Vaclav Smil has spent a 35-year career establishing a reputation as a world-renowned energy expert from his office at the University of Manitoba but he could easily ditch the halls of academia and go on tour as The Energy Comic.
Smil had the normally sombre crowd who attend the Frontier Centre for Public Policy luncheons in stitches Wednesday with his admittedly politically incorrect jabs. In his heavily accented Czech accent and deploying a rapid-fire, scatter-gun approach, Smil attacked the legitimacy of several sacred cows – Alberta’s tarsands project, ethanol alternative fuels, windmills and Kyoto.

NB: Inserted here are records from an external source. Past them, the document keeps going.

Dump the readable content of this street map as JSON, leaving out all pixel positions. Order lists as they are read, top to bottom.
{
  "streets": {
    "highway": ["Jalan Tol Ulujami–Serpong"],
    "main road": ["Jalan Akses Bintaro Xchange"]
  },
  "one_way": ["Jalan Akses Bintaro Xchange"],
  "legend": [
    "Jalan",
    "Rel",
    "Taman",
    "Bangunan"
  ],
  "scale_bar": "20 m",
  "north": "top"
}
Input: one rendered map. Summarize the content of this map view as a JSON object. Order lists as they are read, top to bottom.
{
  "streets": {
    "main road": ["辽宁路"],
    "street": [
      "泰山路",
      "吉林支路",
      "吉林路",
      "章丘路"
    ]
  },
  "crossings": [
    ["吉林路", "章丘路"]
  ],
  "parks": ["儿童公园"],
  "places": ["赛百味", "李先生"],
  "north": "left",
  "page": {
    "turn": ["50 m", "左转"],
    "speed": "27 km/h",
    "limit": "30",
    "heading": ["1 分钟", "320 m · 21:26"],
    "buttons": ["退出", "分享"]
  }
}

Alberta’s tarsands project “is a scam, it’s nonsense, it’s a crime against nature,” Smil said. “It should never have been done.”
Smil said the oil industry is destroying Alberta’s environment by squeezing oil from rock, wasting scarce natural gas and clean water to produce oil that will only be wasted in the tanks of gas-guzzling SUVs.

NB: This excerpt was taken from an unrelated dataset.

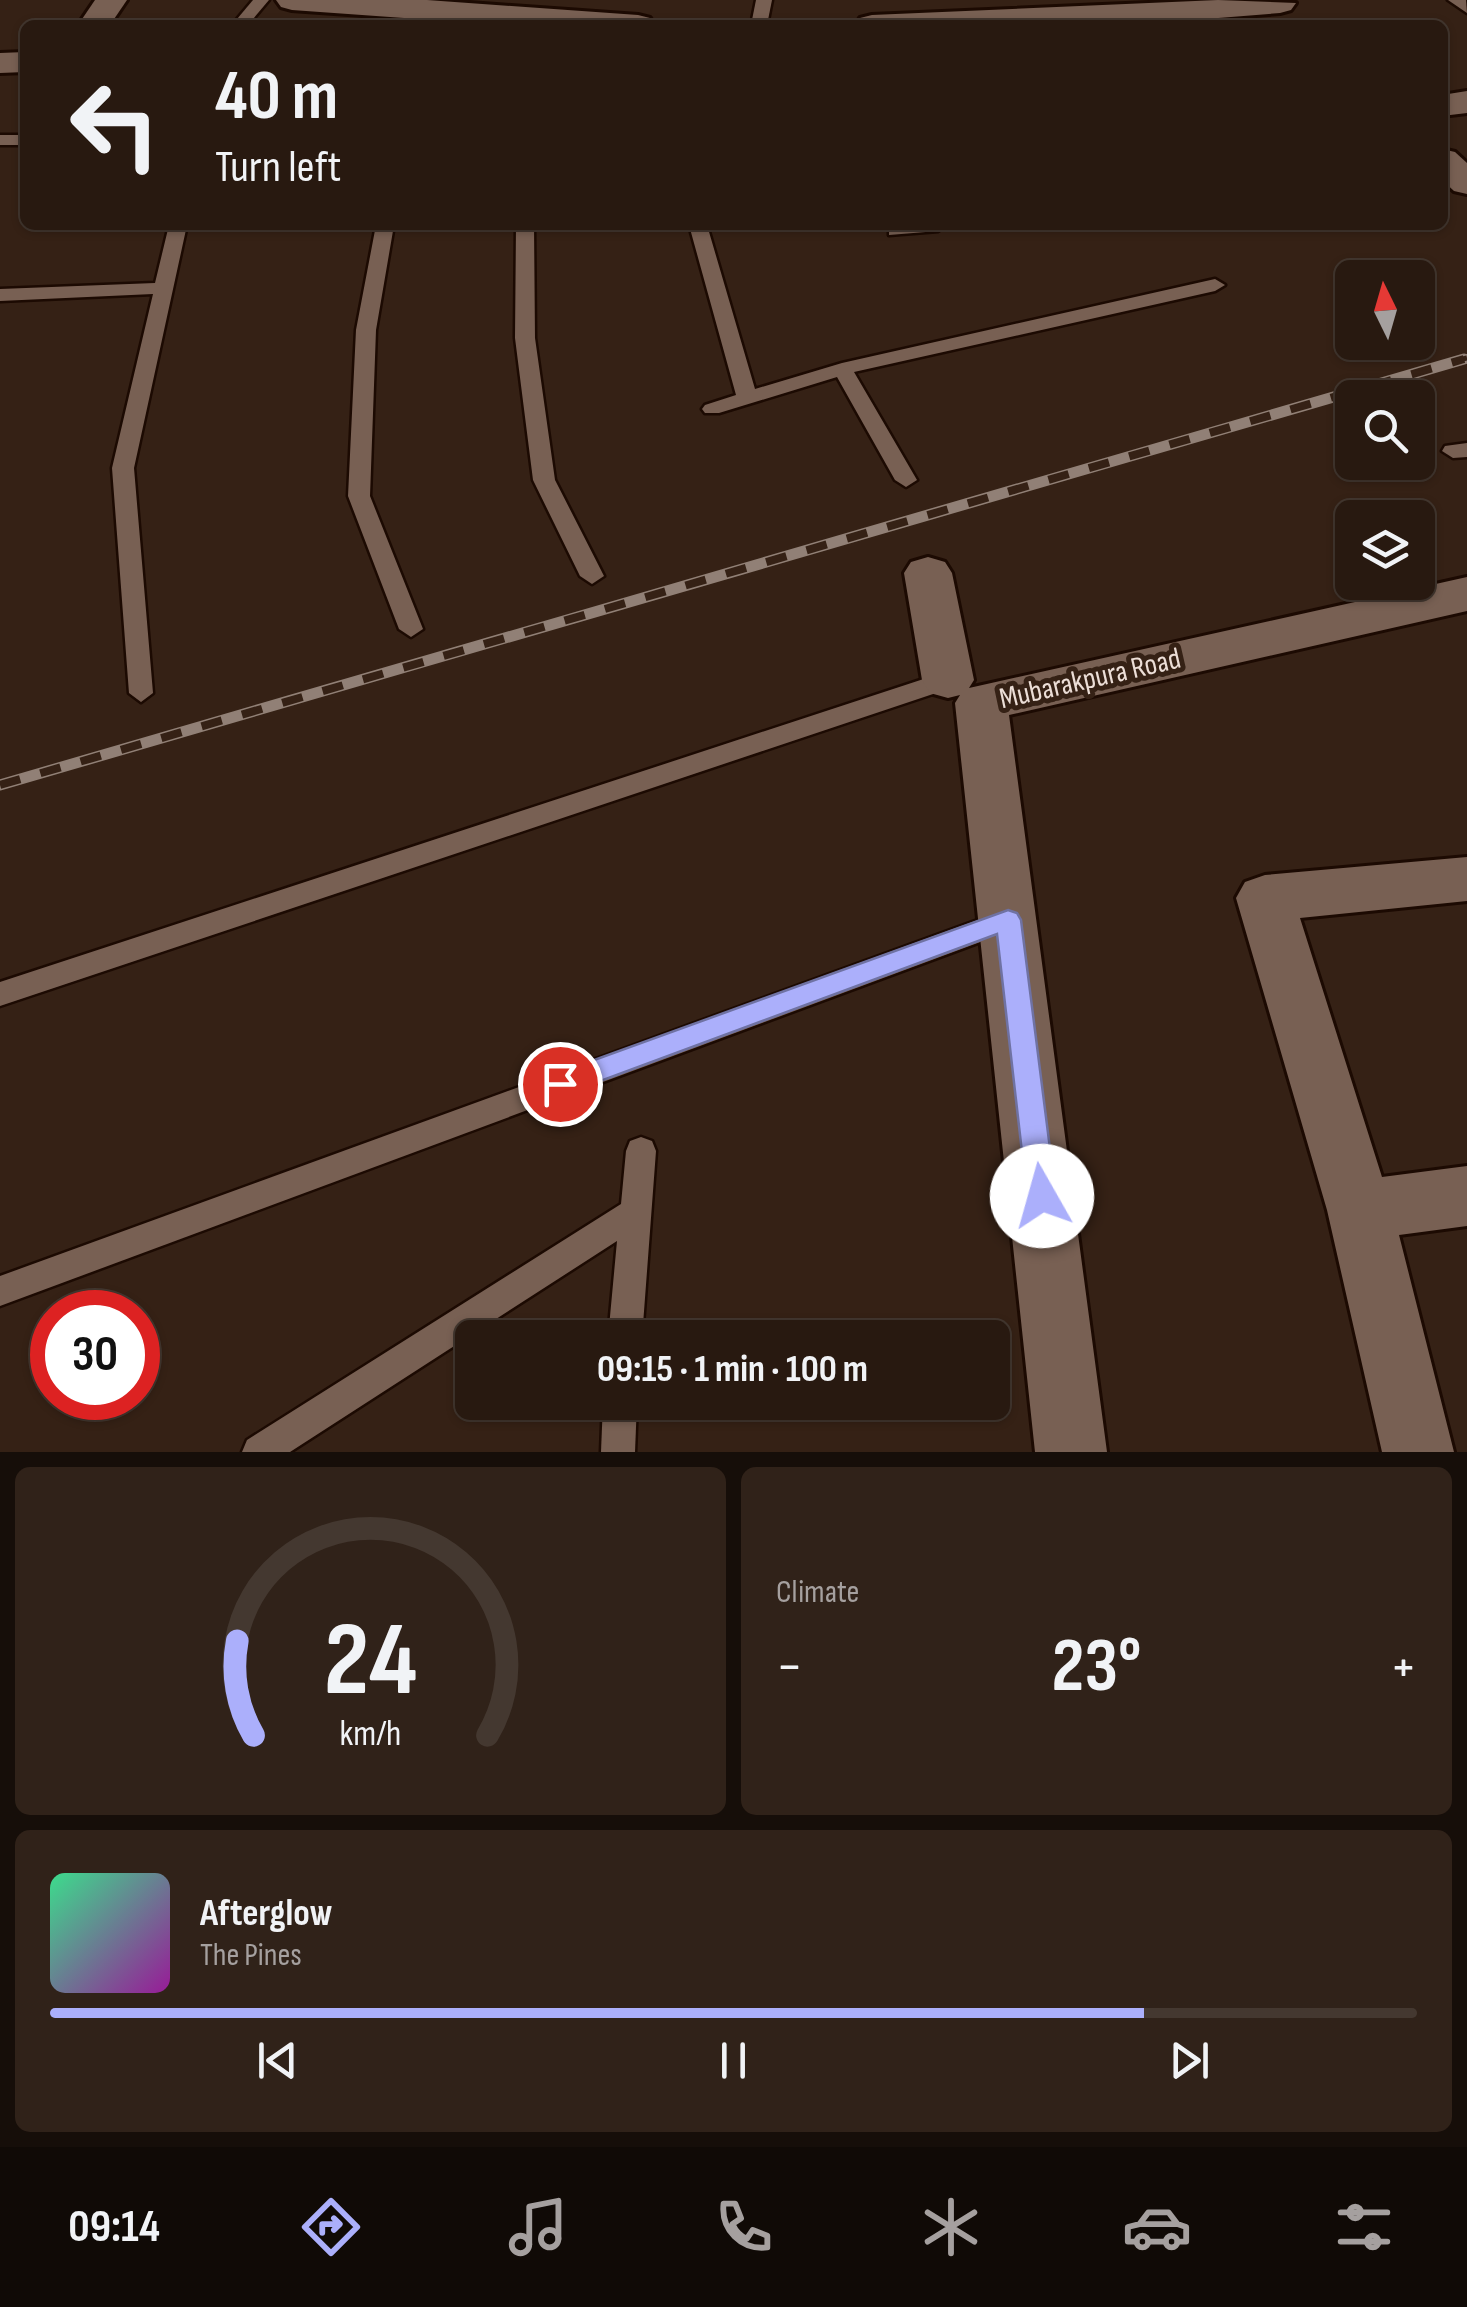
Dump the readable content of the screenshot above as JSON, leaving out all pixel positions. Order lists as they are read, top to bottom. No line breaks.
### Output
{"streets":{"street":["Mubarakpura Road"]},"north":"top","page":{"turn":["40 m","Turn left"],"limit":"30","trip":"09:15 · 1 min · 100 m","tile":"Climate","heat":["−","23°","+"],"song":["Afterglow","The Pines"],"tabs":"09:14","gauge":["24","km/h"]}}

Smil said that the billions of dollars invested in the oilsands and the resulting environmental devastation will be for naught when peace comes to the Middle East and the price of crude oil drops to $15, making Alberta’s oilsands uneconomical.

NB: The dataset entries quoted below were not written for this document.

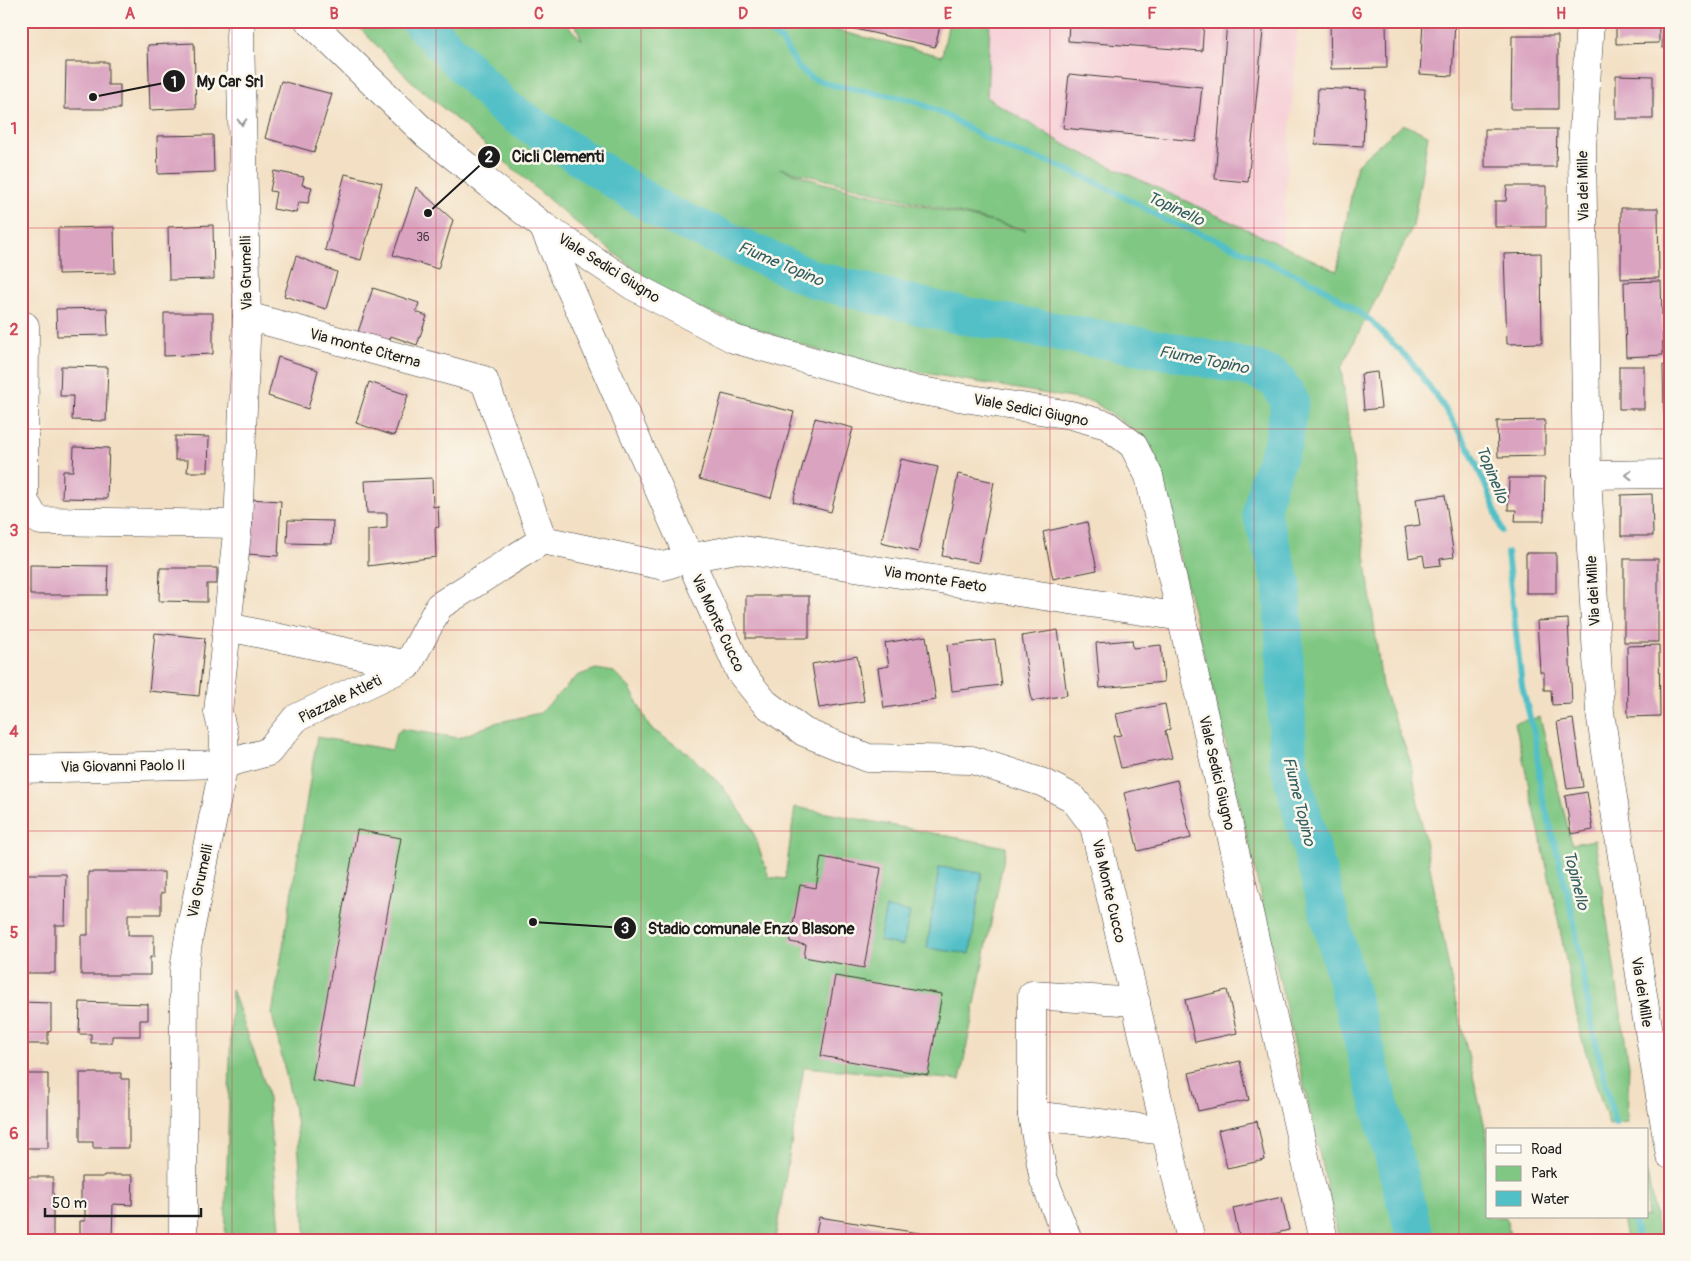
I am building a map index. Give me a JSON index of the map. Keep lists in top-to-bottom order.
{
  "streets": {
    "street": [
      "Via dei Mille",
      "Viale Sedici Giugno",
      "Via Grumelli",
      "Via monte Citerna",
      "Via monte Faeto",
      "Via Monte Cucco",
      "Piazzale Atleti",
      "Via Giovanni Paolo II"
    ]
  },
  "crossings": [
    ["Viale Sedici Giugno", "Via monte Faeto"],
    ["Viale Sedici Giugno", "Via Monte Cucco"],
    ["Via Grumelli", "Via monte Citerna"],
    ["Via Grumelli", "Piazzale Atleti"],
    ["Via Grumelli", "Via Giovanni Paolo II"],
    ["Via monte Faeto", "Via Monte Cucco"],
    ["Piazzale Atleti", "Via Giovanni Paolo II"]
  ],
  "water": ["Topinello", "Fiume Topino"],
  "places": ["My Car Srl", "Cicli Clementi", "Stadio comunale Enzo Blasone"],
  "house_numbers": ["36"],
  "legend": ["Road", "Park", "Water"],
  "scale_bar": "50 m",
  "grid": {
    "columns": [
      "A",
      "B",
      "C",
      "D",
      "E",
      "F",
      "G",
      "H"
    ],
    "rows": [
      "1",
      "2",
      "3",
      "4",
      "5",
      "6"
    ]
  }
}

“Even the Irish stopped killing each other,” Smil said of the likelihood of peace between Arabs and Israelis. “When the Middle East is settled, you’ll have tens of thousands of people trekking back to Winnipeg from Calgary.”
Smil came across as a big proponent of conservation, adding more savings could be had from simple moves – using more gas-efficient vehicles, switching to compact bulbs, installing programmable digital thermostats, installing triple-glazed windows – than by investing billions of dollars in crazy schemes to find new sources of energy.
The Arab countries would beg the West to buy their oil, he said, if simple conservation methods were adopted. “As a scientist, I am speechless at what we will or will not do instead of doing some very simple things,” Smil said.
Smil said he didn’t understand why people went into palpitations when the price of gas approached $1 per litre but they have no objections to paying twice that much for the same amount of soft drink or several hundreds times that for a small bottle of perfume.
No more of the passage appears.